FIG. 11A shows the output voltage of the first photodetector 94 which detects the light intensity of the plasma generated when the lithium tantalate substrate 300 is irradiated with the pulse laser beam described above. In Fig. 11A, the horizontal axis represents the number of shots of the pulsed laser beam, and the vertical axis represents the voltage value (V). In the embodiment shown in FIG. 11A, when the number of shots of the pulsed laser beam is about 80 to 85 shots, the voltage value is about 2.5 V, and when the number of shots of the pulsed laser beam exceeds 85 shots, the punching process is near the end. The voltage value drops sharply.

FIG. 11B shows the output voltage of the second photodetector 97 for detecting the light intensity of the plasma generated when the bonding pad 303 made of copper is irradiated with a pulsed laser beam. In Fig. 11B, the horizontal axis represents the number of shots of the pulsed laser beam, and the vertical axis represents the voltage value (V). In the embodiment shown in FIG. 11B, the voltage value starts to increase from 80 to 85 shots of the pulsed laser beam. When the output voltage of the second photodetector 97 starts to increase, it means that a through hole is formed in the lithium tantalate substrate 300 and a pulse laser beam begins to be irradiated onto the bonding pad 303.

As described above, based on the output voltages from the first photodetector 94 and the second photodetector 97, the control means 20 controls the output of the pulsed laser beam as follows. That is, when the output voltage is inputted only from the first photodetector 94, irradiation of the pulsed laser beam having the first output is continued, and when the output voltage is input from the second photodetector 97, The laser beam irradiation means 52 is controlled to stop the pulsed laser beam having a high second output after a predetermined shot irradiation. Specifically, when the output voltage is input only from the first photodetector 94, the output adjusting means 75 is controlled to be the first output (average output 2W, pulse energy 40 µJ) to irradiate the pulsed laser beam. Subsequently, when the output voltage is input from the second photodetector 97, the output adjusting means 75 is controlled so as to have a second output higher than the first output (average output 4 W, pulse energy of 80 µJ). The laser beam irradiation means 52 is controlled to stop after irradiating the laser beam with a predetermined shot (10 shots). In addition, when the output of a pulse laser beam is controlled to the 2nd output (average output 4W, pulse energy 80microJ) higher than a 1st output, the output voltage from the 2nd photodetector 97 will be 05V, for example. A viewpoint (a viewpoint where the number of shots of a pulse laser beam is 100 shots) is good, and 10 shots are irradiated from this viewpoint. In this way, the pulsed laser beam reaches the bonding pad 303 and the pulsed laser beam is irradiated onto the bonding pad 303 made of copper, thereby melting and scattering the bonding pad 303 made of copper, thereby forming the lithium tantalate substrate 300. Even if the fine particles of copper adhere to the inner wall of the laser processing hole formed in the hole), if the pulse laser beam reaches the bonding pad 303, the output of the pulse laser beam is higher than the first output (second output (average output 4 W, pulse energy). Since the fine particles of copper adhered to the inner wall of the laser processing hole are blown off and released to the outside, the fine particles of copper can be suppressed from adhering to the inner wall of the laser processing hole.
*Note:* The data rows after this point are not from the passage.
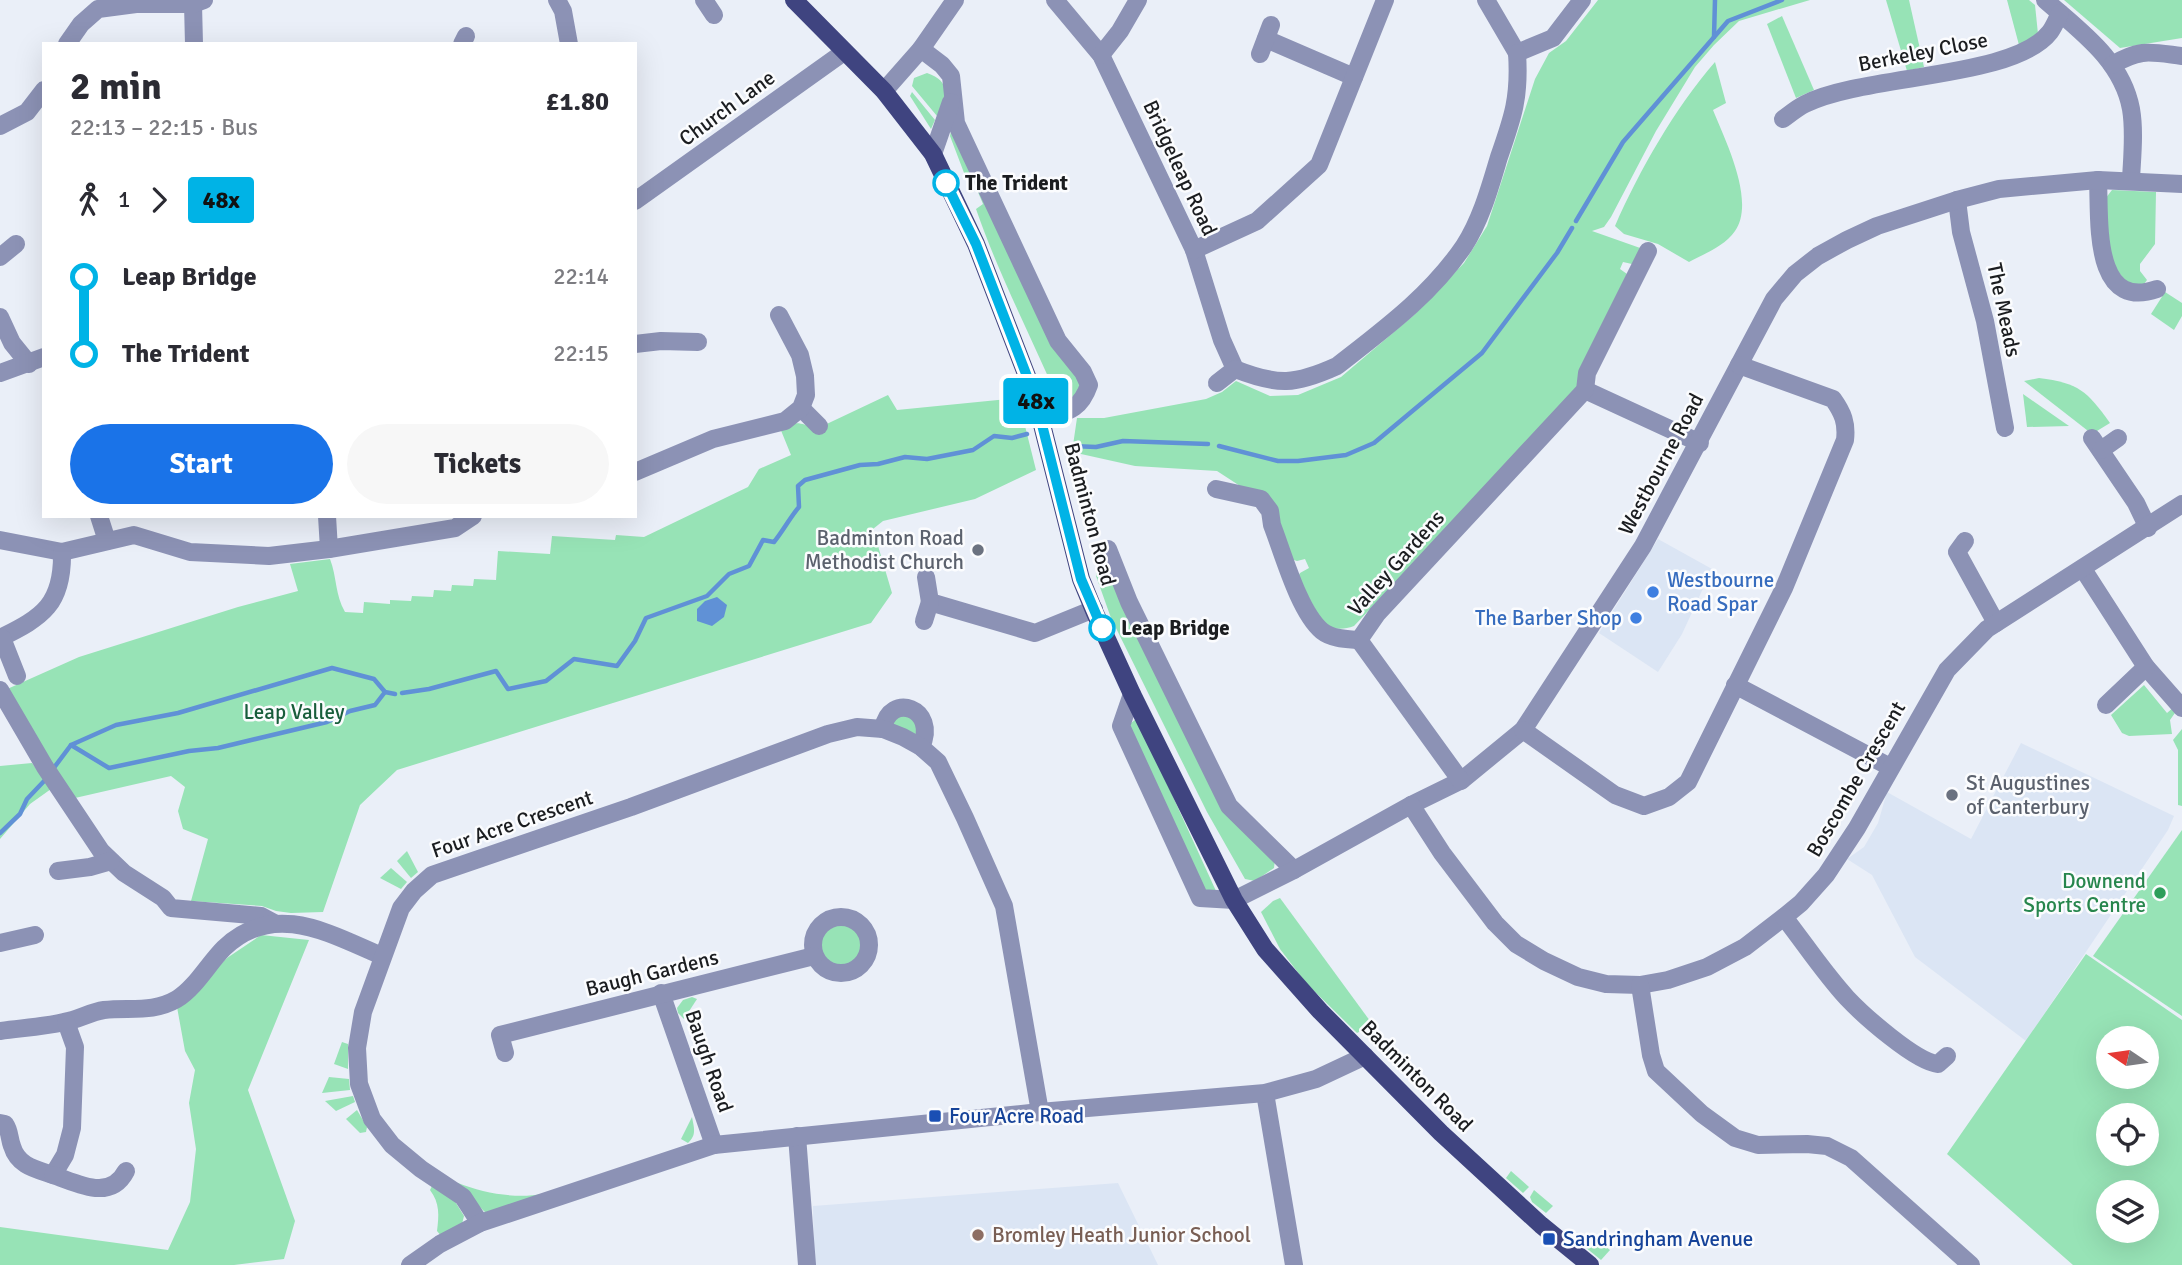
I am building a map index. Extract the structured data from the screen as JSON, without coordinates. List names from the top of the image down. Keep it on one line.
{"streets":{"main road":["Badminton Road"],"street":["Berkeley Close","Church Lane","Bridgeleap Road","The Meads","Westbourne Road","Valley Gardens","Boscombe Crescent","Four Acre Crescent","Baugh Gardens","Baugh Road"]},"crossings":[["Church Lane","Badminton Road"],["The Meads","Westbourne Road"],["Westbourne Road","Badminton Road"],["Westbourne Road","Valley Gardens"],["Westbourne Road","Boscombe Crescent"],["Baugh Gardens","Baugh Road"]],"parks":["Leap Valley"],"places":{"other":["The Trident","Badminton Road Methodist Church","Westbourne Road Spar","The Barber Shop","Leap Bridge","St Augustines of Canterbury","Downend Sports Centre","Bromley Heath Junior School"],"transit":["Four Acre Road","Sandringham Avenue"]},"lines":["bus line 48x"],"north":"left","page":{"on_map":"48x","heading":["2 min","22:13 – 22:15 · Bus","£1.80"],"legs":["1","48x"],"list":[{"name":"Leap Bridge","value":"22:14"},{"name":"The Trident","value":"22:15"}],"buttons":["Start","Tickets"]}}
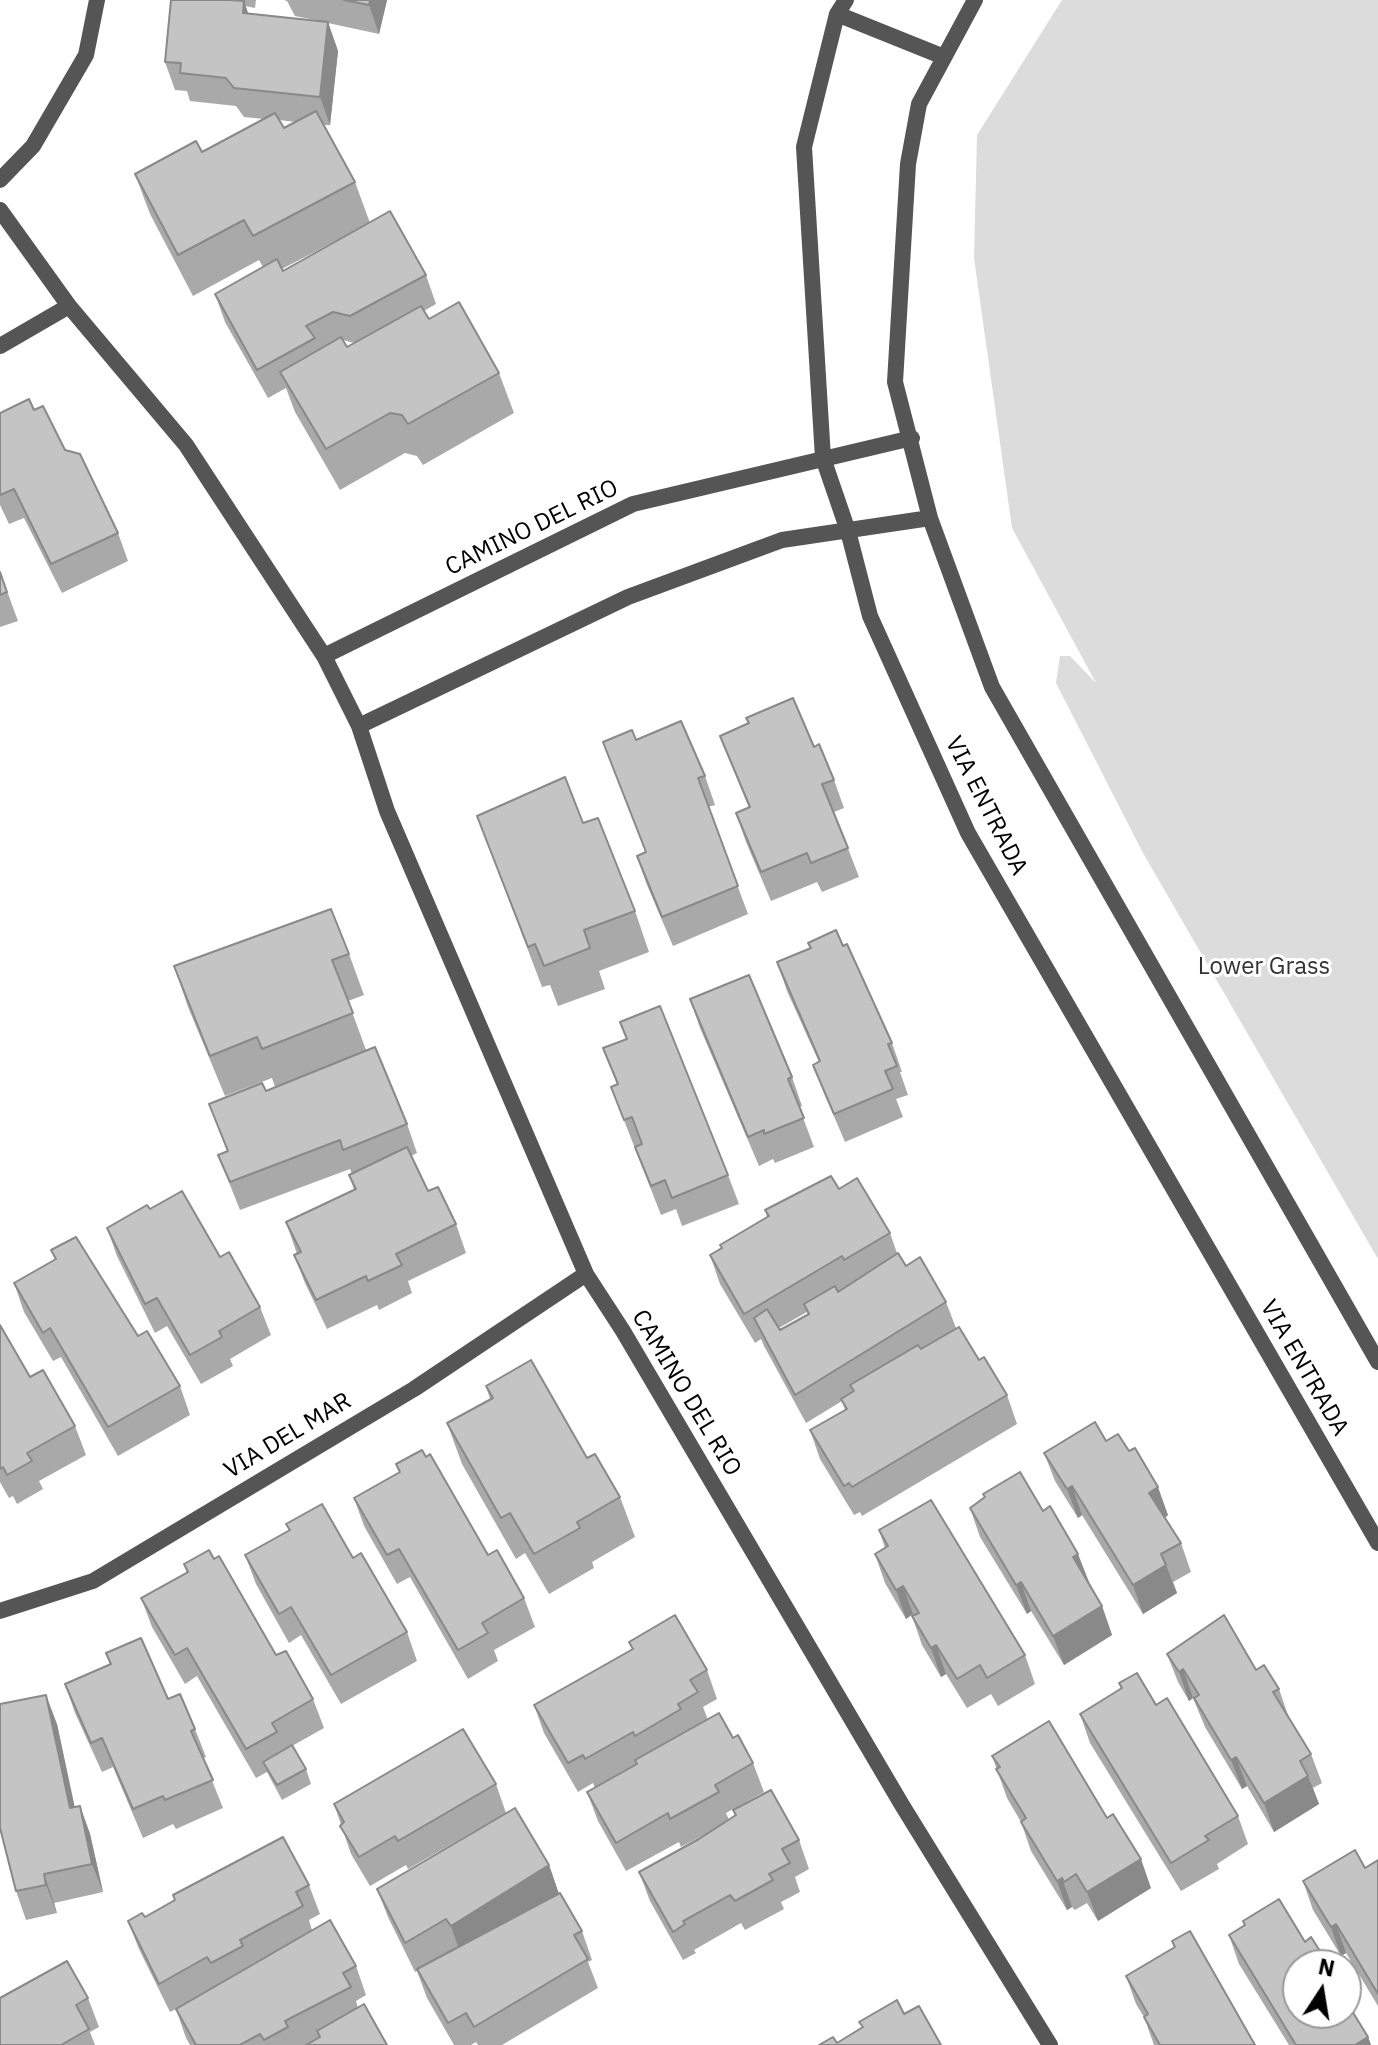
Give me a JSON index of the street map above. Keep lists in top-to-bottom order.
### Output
{
  "streets": {
    "street": ["CAMINO DEL RIO", "VIA ENTRADA", "VIA DEL MAR"]
  },
  "crossings": [
    ["CAMINO DEL RIO", "VIA ENTRADA"],
    ["CAMINO DEL RIO", "VIA DEL MAR"]
  ],
  "parks": ["Lower Grass"],
  "north": "top"
}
In addition, the processing conditions in the said drilling process are set as follows.

Light source: LD excitation Q switch Nd: YVO4

Wavelength: 532 nm

Average output power: 1st average power 2 W

2nd average power 4 W

Pulse energy: 40 μJ of the first pulse energy

Second pulse energy 80 μJ

Repetition frequency: 50 kHz

Pulse width: 10 ps

Condensing spot diameter: φ 15 μm

On the other hand, the control means 20 inputs the detection signal from the leading head 374b of the X-axis direction position detection means 374, and this detection signal is counted by the counter 204. As shown in FIG. And if the count value by the counter 204 reached the coordinate value of the next bonding pad 303, the control means 20 controls the laser beam irradiation means 52, and performs the said drilling process. Subsequently, the control means 20 operates the laser beam irradiation means 52 each time the count value by the counter 204 reaches the coordinate value of the bonding pad 303 to perform the above drilling process. And as shown in FIG.9 (b), the bonding pad 303 formed in the device 302 of the rightmost end of row E1 of the semiconductor wafer 30 at the rightmost end in FIG.9 (b). If the above drilling process has been performed at the position of the electrode 303e, the operation of the processing transfer means 37 is stopped and the movement of the chuck table 36 is stopped. As a result, the processing hole 304 which reaches the bonding pad 303 is formed in the lithium tantalate board | substrate 300 of the semiconductor wafer 30 as shown in FIG.9 (b).

Next, the control means 20 controls the first indexing conveying means 38 to index and convey the light collector 8 of the laser beam irradiation means 52 in the direction perpendicular to the ground in FIG. 9 (b). do. On the other hand, the control means 20 inputs the detection signal from the leading head 384b of the Y-axis direction position detection means 384, and counts this detection signal by the counter 204. Then, if the count value by the counter 204 reaches a value corresponding to the interval C in the Y-axis direction in FIG. 6 of the bonding pad 303, the operation of the first indexing feed means 38 is stopped, The indexing transfer of the light collector 8 of the laser beam irradiation means 52 is stopped. As a result, the light collector 8 is located directly above the bonding pad 303j (see Fig. 6) facing the bonding pad 303e. This state is a state shown in FIG. In the state shown in FIG. 10A, the control means 20 performs the process feed means so that the chuck table 36 is machined at a predetermined movement speed in the direction indicated by the arrow X2 in FIG. 10A. 37), the laser beam irradiation means 52 is operated to perform the above drilling process. And the control means 20 counts the detection signal from the leading head 374b of the X-axis direction position detection means 374 by the counter 204 as mentioned above, and the count value is the bonding pad 303. Each time the control means 20 operates the laser beam irradiation means 52 to carry out the above drilling process. And as shown in FIG.10 (b), if the said drilling process was performed in the position of the bonding pad 303f formed in the device 302 of the leftmost end of row E1 of the semiconductor wafer 30, the said process transfer The operation of the means 37 is stopped and the movement of the chuck table 36 is stopped. As a result, the laser processing hole 304 is formed in the lithium tantalate substrate 300 of the semiconductor wafer 30 in the back surface side of the bonding pad 303 as shown to FIG. 10 (b).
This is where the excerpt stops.